Model-Integrated Computing (MIC) has been developed over a decade at ISIS, Vanderbilt University for building embedded software systems. The key element of this approach is the extension of the scope and usage of models such that they form the "backbone" of a model-integrated system development process. In Model-Integrated Computing models play the following central roles:
• Integrated, multiple-view models capture the information relevant to the system to be developed. Models can explicitly represent the designer's understanding of the entire system, including the information processing architecture, the physical architecture, and the environment it operates in.
• Integrated modeling allows the explicit representation of dependencies and constraints among the different modeling views.
• Tools analyze different, but interdependent characteristics of systems (such as performance, safety, reliability, etc.). Tool-specific model interpreters translate the information in the models to the input languages of analysis tools.
• The integrated models are used to automatically synthesize the software. The model-integrated program synthesis process utilizes model interpreters to translate the models into executable specifications.
• UML-based metaprogramming interface allows synthesis, evolution of domain-specific MIPS environments.
Using MIC technology one can capture the requirements, actual architecture, and the environment of a system in the form of high-level models. The requirement models allow the explicit representation of desired functionalities and/or non-functional properties. The architecture models represent the actual structure of the system to be built, while the environment models capture what the "outside world" of the system looks like. These models act as a repository of information that is needed for analyzing and generating the system.
Multigraph Architecture
The MultiGraph Architecture (MGA) provides a unified software architecture and framework for building domain-specific tools for: (1) building, testing, and storing domain models, (2) transforming the models into executable programs and/or extracting information for system engineering tools, and (3) integrating applications on heterogeneous parallel/distributed computing platforms. The MGA is comprised of three levels as described below.
Application Level
The Application Level represents the synthesized, adaptable software applications. The executable programs are specified in terms of the Multigraph Computational Model (MCM). The MCM is a macro-dataflow model which models the synthesized programs as an attributed, directed, bipartite graphs. The runtime support for MCM, the Multigraph Kernel, is implemented as an overlay above operating and communication systems.

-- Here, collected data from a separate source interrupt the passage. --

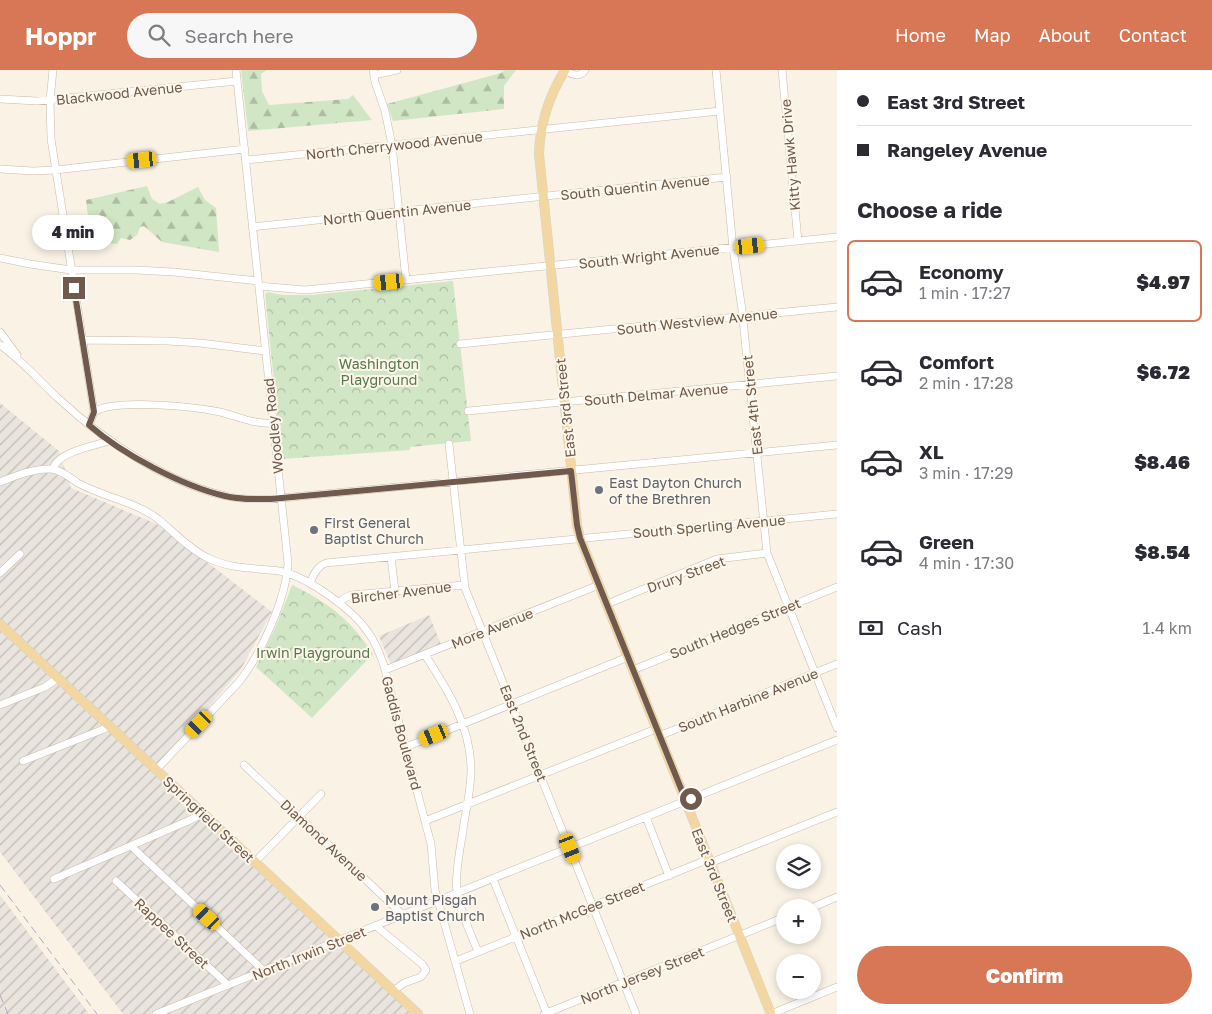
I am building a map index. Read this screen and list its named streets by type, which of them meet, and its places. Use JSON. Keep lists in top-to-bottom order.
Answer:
{
  "streets": {
    "main road": ["East 3rd Street", "Springfield Street"],
    "street": [
      "Blackwood Avenue",
      "North Cherrywood Avenue",
      "Kitty Hawk Drive",
      "South Quentin Avenue",
      "North Quentin Avenue",
      "South Wright Avenue",
      "South Westview Avenue",
      "South Delmar Avenue",
      "East 4th Street",
      "Woodley Road",
      "South Sperling Avenue",
      "Drury Street",
      "Bircher Avenue",
      "More Avenue",
      "South Hedges Street",
      "South Harbine Avenue",
      "Gaddis Boulevard",
      "East 2nd Street",
      "Diamond Avenue",
      "North McGee Street",
      "Rappee Street",
      "North Irwin Street",
      "North Jersey Street"
    ]
  },
  "crossings": [
    ["Blackwood Avenue", "Woodley Road"],
    ["North Cherrywood Avenue", "East 4th Street"],
    ["North Cherrywood Avenue", "East 3rd Street"],
    ["North Cherrywood Avenue", "Woodley Road"],
    ["Kitty Hawk Drive", "South Wright Avenue"],
    ["South Quentin Avenue", "North Quentin Avenue"],
    ["South Quentin Avenue", "East 4th Street"],
    ["South Quentin Avenue", "East 3rd Street"],
    ["North Quentin Avenue", "East 3rd Street"],
    ["North Quentin Avenue", "Woodley Road"],
    ["South Wright Avenue", "East 4th Street"],
    ["South Wright Avenue", "East 3rd Street"],
    ["South Wright Avenue", "Woodley Road"],
    ["South Westview Avenue", "East 4th Street"],
    ["South Westview Avenue", "East 3rd Street"],
    ["South Delmar Avenue", "East 4th Street"],
    ["South Delmar Avenue", "East 3rd Street"],
    ["East 4th Street", "South Sperling Avenue"],
    ["East 4th Street", "Drury Street"],
    ["East 4th Street", "South Hedges Street"],
    ["East 4th Street", "South Harbine Avenue"],
    ["East 3rd Street", "South Sperling Avenue"],
    ["East 3rd Street", "Drury Street"],
    ["East 3rd Street", "More Avenue"],
    ["East 3rd Street", "South Hedges Street"],
    ["East 3rd Street", "South Harbine Avenue"],
    ["East 3rd Street", "North McGee Street"],
    ["East 3rd Street", "North Irwin Street"],
    ["East 3rd Street", "North Jersey Street"],
    ["Woodley Road", "Gaddis Boulevard"],
    ["Woodley Road", "Springfield Street"],
    ["South Sperling Avenue", "Gaddis Boulevard"],
    ["South Sperling Avenue", "East 2nd Street"],
    ["Bircher Avenue", "Gaddis Boulevard"],
    ["Bircher Avenue", "East 2nd Street"],
    ["More Avenue", "Gaddis Boulevard"],
    ["More Avenue", "East 2nd Street"],
    ["South Harbine Avenue", "Gaddis Boulevard"],
    ["South Harbine Avenue", "East 2nd Street"],
    ["Gaddis Boulevard", "North McGee Street"],
    ["Gaddis Boulevard", "North Irwin Street"],
    ["East 2nd Street", "North McGee Street"],
    ["East 2nd Street", "North Irwin Street"],
    ["East 2nd Street", "North Jersey Street"],
    ["Springfield Street", "North Irwin Street"],
    ["Diamond Avenue", "North Irwin Street"],
    ["Rappee Street", "North Irwin Street"]
  ],
  "parks": ["Washington Playground", "Irwin Playground"],
  "places": ["East Dayton Church of the Brethren", "First General Baptist Church", "Mount Pisgah Baptist Church"],
  "page": {
    "header": "Hoppr",
    "search": "Search here",
    "nav": [
      "Home",
      "Map",
      "About",
      "Contact"
    ],
    "banner": ["East 3rd Street", "Rangeley Avenue"],
    "heading": "Choose a ride",
    "bubble": "4 min",
    "list": [
      {
        "name": "Economy",
        "note": "1 min · 17:27",
        "value": "$4.97"
      },
      {
        "name": "Comfort",
        "note": "2 min · 17:28",
        "value": "$6.72"
      },
      {
        "name": "XL",
        "note": "3 min · 17:29",
        "value": "$8.46"
      },
      {
        "name": "Green",
        "note": "4 min · 17:30",
        "value": "$8.54"
      }
    ],
    "pay": ["Cash", "1.4 km"],
    "map_buttons": ["+", "−"],
    "buttons": "Confirm"
  }
}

Model-Integrated Program Synthesis (MIPS) Level
The Model-Integrated Program Synthesis (MIPS) Level includes generic, but customizable tools for model building, model analysis, and application synthesis. The generic components of the architecture are: (1) a customizable Graphical Model Editor (GME), (2) a database layer for storing and accessing models, (3) model analysis tools and external analysis tools, and (4) model interpreters that synthesize applications (executable models) in terms of the MCM, or translate models into input data structures of the analysis tools (analysis models).
The Meta-Level
The Meta-Level of MGA provides a metaprogramming interface for the components on the MIPS Level. The Metaprogramming Interface includes: (a) support for the formal specification of domainspecific modeling paradigms and model interpreters using formal languages, (b) metalevel translators to generate configuration files for the GME from the modeling paradigm specification, (c) metalevel program synthesis tools for generating model interpreters from their formal specification, and (d) support for the validation and verification of the metamodels. Metamodels capture the formal semantics of domain specific modeling languages and model interpreters. The formal semantics of modeling paradigms define the constraints that the domain models must satisfy with respect to the concepts, relations, model composition principles and domain-specific integrity constraints. As we can consider applications as "executable instances" of domain models, the domain models can be viewed as "instances" of metamodels.
Impact
• metaprogramming tools significantly decrease the required effort to create integrated domain specific modeling environments,
• metaprogramming tools decrease the development time of generators,
• MIPS environments enable the rapid modification/adaptation of applications by simply modifying domain specific models, and
• metaprogramming toolset supports environment evolution (i.e., changing the modeling paradigm).